___ DATASET EXTRACT ___
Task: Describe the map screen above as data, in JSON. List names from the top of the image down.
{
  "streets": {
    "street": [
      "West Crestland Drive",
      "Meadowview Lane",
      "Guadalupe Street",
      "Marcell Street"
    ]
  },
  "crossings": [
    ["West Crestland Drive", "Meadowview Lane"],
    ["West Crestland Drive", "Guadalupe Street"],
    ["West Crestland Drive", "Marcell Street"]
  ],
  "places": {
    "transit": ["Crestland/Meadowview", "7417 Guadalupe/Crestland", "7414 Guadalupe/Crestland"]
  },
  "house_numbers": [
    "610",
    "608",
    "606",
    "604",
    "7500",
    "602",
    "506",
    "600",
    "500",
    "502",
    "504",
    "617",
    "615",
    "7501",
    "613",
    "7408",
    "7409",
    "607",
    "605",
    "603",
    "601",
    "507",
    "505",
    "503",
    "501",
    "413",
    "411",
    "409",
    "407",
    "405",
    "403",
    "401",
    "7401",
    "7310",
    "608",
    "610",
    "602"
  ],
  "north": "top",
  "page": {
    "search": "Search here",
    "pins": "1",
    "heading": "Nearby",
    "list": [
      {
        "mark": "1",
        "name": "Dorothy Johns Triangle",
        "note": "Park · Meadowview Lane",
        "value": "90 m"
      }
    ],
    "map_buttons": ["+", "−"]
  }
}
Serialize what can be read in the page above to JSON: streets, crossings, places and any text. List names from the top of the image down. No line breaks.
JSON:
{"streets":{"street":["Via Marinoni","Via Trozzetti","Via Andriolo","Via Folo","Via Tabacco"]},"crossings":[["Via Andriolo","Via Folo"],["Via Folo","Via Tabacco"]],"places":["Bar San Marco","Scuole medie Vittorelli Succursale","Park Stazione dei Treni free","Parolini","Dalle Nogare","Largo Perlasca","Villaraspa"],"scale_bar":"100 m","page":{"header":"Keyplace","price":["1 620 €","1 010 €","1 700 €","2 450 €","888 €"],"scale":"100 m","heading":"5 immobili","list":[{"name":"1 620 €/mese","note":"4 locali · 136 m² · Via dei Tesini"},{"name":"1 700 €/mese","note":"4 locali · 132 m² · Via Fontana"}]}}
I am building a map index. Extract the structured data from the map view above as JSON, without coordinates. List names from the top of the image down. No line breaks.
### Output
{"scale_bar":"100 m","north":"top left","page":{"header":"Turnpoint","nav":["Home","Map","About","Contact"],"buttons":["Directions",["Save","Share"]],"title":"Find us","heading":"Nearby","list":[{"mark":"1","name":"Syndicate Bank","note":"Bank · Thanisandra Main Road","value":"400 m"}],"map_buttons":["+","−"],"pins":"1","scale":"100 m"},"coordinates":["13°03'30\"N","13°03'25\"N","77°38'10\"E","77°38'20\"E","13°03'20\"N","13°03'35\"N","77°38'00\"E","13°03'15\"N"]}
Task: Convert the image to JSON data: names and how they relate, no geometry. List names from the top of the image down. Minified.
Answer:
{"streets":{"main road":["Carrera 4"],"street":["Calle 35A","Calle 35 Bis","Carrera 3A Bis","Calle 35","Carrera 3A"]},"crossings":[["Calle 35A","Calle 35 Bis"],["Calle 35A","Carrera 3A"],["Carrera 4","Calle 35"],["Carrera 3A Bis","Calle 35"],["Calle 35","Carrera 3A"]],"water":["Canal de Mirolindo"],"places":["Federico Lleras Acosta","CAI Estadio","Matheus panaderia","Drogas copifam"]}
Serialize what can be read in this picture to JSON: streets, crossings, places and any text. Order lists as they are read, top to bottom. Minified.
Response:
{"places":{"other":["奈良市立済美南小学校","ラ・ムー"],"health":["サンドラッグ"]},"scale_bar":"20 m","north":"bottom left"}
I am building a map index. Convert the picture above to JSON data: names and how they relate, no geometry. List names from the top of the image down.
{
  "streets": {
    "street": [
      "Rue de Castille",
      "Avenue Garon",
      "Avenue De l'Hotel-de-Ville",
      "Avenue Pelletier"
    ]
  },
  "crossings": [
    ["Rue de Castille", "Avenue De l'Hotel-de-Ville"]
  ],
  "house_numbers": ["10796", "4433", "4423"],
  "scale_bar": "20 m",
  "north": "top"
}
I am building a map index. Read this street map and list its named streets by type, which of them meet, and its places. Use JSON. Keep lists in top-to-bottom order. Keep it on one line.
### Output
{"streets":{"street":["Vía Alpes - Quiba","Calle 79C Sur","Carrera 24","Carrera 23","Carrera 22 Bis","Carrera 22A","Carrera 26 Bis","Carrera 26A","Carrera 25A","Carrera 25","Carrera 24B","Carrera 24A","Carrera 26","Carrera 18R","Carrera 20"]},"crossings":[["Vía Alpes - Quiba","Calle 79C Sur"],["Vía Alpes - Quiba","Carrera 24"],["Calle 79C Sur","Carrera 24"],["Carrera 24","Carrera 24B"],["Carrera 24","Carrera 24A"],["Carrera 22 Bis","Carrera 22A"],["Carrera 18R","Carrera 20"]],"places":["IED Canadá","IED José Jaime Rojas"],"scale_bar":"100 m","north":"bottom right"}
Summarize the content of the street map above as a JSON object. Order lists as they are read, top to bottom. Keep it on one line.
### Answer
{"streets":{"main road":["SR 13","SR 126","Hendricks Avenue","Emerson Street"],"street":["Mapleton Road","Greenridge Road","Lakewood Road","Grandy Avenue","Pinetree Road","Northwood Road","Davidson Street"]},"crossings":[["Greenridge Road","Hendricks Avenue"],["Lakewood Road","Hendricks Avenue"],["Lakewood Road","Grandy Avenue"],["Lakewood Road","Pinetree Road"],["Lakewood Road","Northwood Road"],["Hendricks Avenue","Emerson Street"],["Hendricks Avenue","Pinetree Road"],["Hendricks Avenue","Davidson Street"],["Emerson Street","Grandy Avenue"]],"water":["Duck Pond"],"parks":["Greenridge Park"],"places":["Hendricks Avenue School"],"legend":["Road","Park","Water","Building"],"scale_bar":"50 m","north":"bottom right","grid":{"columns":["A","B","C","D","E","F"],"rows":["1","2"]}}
___
» **WHAT NEEDS TO BE DONE**: All of the data needs to be printed once more, exactly.

» **ANSWER TO THIS EXERCISE**:
Task: Describe the map screen above as data, in JSON. List names from the top of the image down.
{
  "streets": {
    "street": [
      "West Crestland Drive",
      "Meadowview Lane",
      "Guadalupe Street",
      "Marcell Street"
    ]
  },
  "crossings": [
    ["West Crestland Drive", "Meadowview Lane"],
    ["West Crestland Drive", "Guadalupe Street"],
    ["West Crestland Drive", "Marcell Street"]
  ],
  "places": {
    "transit": ["Crestland/Meadowview", "7417 Guadalupe/Crestland", "7414 Guadalupe/Crestland"]
  },
  "house_numbers": [
    "610",
    "608",
    "606",
    "604",
    "7500",
    "602",
    "506",
    "600",
    "500",
    "502",
    "504",
    "617",
    "615",
    "7501",
    "613",
    "7408",
    "7409",
    "607",
    "605",
    "603",
    "601",
    "507",
    "505",
    "503",
    "501",
    "413",
    "411",
    "409",
    "407",
    "405",
    "403",
    "401",
    "7401",
    "7310",
    "608",
    "610",
    "602"
  ],
  "north": "top",
  "page": {
    "search": "Search here",
    "pins": "1",
    "heading": "Nearby",
    "list": [
      {
        "mark": "1",
        "name": "Dorothy Johns Triangle",
        "note": "Park · Meadowview Lane",
        "value": "90 m"
      }
    ],
    "map_buttons": ["+", "−"]
  }
}
Serialize what can be read in the page above to JSON: streets, crossings, places and any text. List names from the top of the image down. No line breaks.
JSON:
{"streets":{"street":["Via Marinoni","Via Trozzetti","Via Andriolo","Via Folo","Via Tabacco"]},"crossings":[["Via Andriolo","Via Folo"],["Via Folo","Via Tabacco"]],"places":["Bar San Marco","Scuole medie Vittorelli Succursale","Park Stazione dei Treni free","Parolini","Dalle Nogare","Largo Perlasca","Villaraspa"],"scale_bar":"100 m","page":{"header":"Keyplace","price":["1 620 €","1 010 €","1 700 €","2 450 €","888 €"],"scale":"100 m","heading":"5 immobili","list":[{"name":"1 620 €/mese","note":"4 locali · 136 m² · Via dei Tesini"},{"name":"1 700 €/mese","note":"4 locali · 132 m² · Via Fontana"}]}}
I am building a map index. Extract the structured data from the map view above as JSON, without coordinates. List names from the top of the image down. No line breaks.
### Output
{"scale_bar":"100 m","north":"top left","page":{"header":"Turnpoint","nav":["Home","Map","About","Contact"],"buttons":["Directions",["Save","Share"]],"title":"Find us","heading":"Nearby","list":[{"mark":"1","name":"Syndicate Bank","note":"Bank · Thanisandra Main Road","value":"400 m"}],"map_buttons":["+","−"],"pins":"1","scale":"100 m"},"coordinates":["13°03'30\"N","13°03'25\"N","77°38'10\"E","77°38'20\"E","13°03'20\"N","13°03'35\"N","77°38'00\"E","13°03'15\"N"]}
Task: Convert the image to JSON data: names and how they relate, no geometry. List names from the top of the image down. Minified.
Answer:
{"streets":{"main road":["Carrera 4"],"street":["Calle 35A","Calle 35 Bis","Carrera 3A Bis","Calle 35","Carrera 3A"]},"crossings":[["Calle 35A","Calle 35 Bis"],["Calle 35A","Carrera 3A"],["Carrera 4","Calle 35"],["Carrera 3A Bis","Calle 35"],["Calle 35","Carrera 3A"]],"water":["Canal de Mirolindo"],"places":["Federico Lleras Acosta","CAI Estadio","Matheus panaderia","Drogas copifam"]}
Serialize what can be read in this picture to JSON: streets, crossings, places and any text. Order lists as they are read, top to bottom. Minified.
Response:
{"places":{"other":["奈良市立済美南小学校","ラ・ムー"],"health":["サンドラッグ"]},"scale_bar":"20 m","north":"bottom left"}
I am building a map index. Convert the picture above to JSON data: names and how they relate, no geometry. List names from the top of the image down.
{
  "streets": {
    "street": [
      "Rue de Castille",
      "Avenue Garon",
      "Avenue De l'Hotel-de-Ville",
      "Avenue Pelletier"
    ]
  },
  "crossings": [
    ["Rue de Castille", "Avenue De l'Hotel-de-Ville"]
  ],
  "house_numbers": ["10796", "4433", "4423"],
  "scale_bar": "20 m",
  "north": "top"
}
I am building a map index. Read this street map and list its named streets by type, which of them meet, and its places. Use JSON. Keep lists in top-to-bottom order. Keep it on one line.
### Output
{"streets":{"street":["Vía Alpes - Quiba","Calle 79C Sur","Carrera 24","Carrera 23","Carrera 22 Bis","Carrera 22A","Carrera 26 Bis","Carrera 26A","Carrera 25A","Carrera 25","Carrera 24B","Carrera 24A","Carrera 26","Carrera 18R","Carrera 20"]},"crossings":[["Vía Alpes - Quiba","Calle 79C Sur"],["Vía Alpes - Quiba","Carrera 24"],["Calle 79C Sur","Carrera 24"],["Carrera 24","Carrera 24B"],["Carrera 24","Carrera 24A"],["Carrera 22 Bis","Carrera 22A"],["Carrera 18R","Carrera 20"]],"places":["IED Canadá","IED José Jaime Rojas"],"scale_bar":"100 m","north":"bottom right"}
Summarize the content of the street map above as a JSON object. Order lists as they are read, top to bottom. Keep it on one line.
### Answer
{"streets":{"main road":["SR 13","SR 126","Hendricks Avenue","Emerson Street"],"street":["Mapleton Road","Greenridge Road","Lakewood Road","Grandy Avenue","Pinetree Road","Northwood Road","Davidson Street"]},"crossings":[["Greenridge Road","Hendricks Avenue"],["Lakewood Road","Hendricks Avenue"],["Lakewood Road","Grandy Avenue"],["Lakewood Road","Pinetree Road"],["Lakewood Road","Northwood Road"],["Hendricks Avenue","Emerson Street"],["Hendricks Avenue","Pinetree Road"],["Hendricks Avenue","Davidson Street"],["Emerson Street","Grandy Avenue"]],"water":["Duck Pond"],"parks":["Greenridge Park"],"places":["Hendricks Avenue School"],"legend":["Road","Park","Water","Building"],"scale_bar":"50 m","north":"bottom right","grid":{"columns":["A","B","C","D","E","F"],"rows":["1","2"]}}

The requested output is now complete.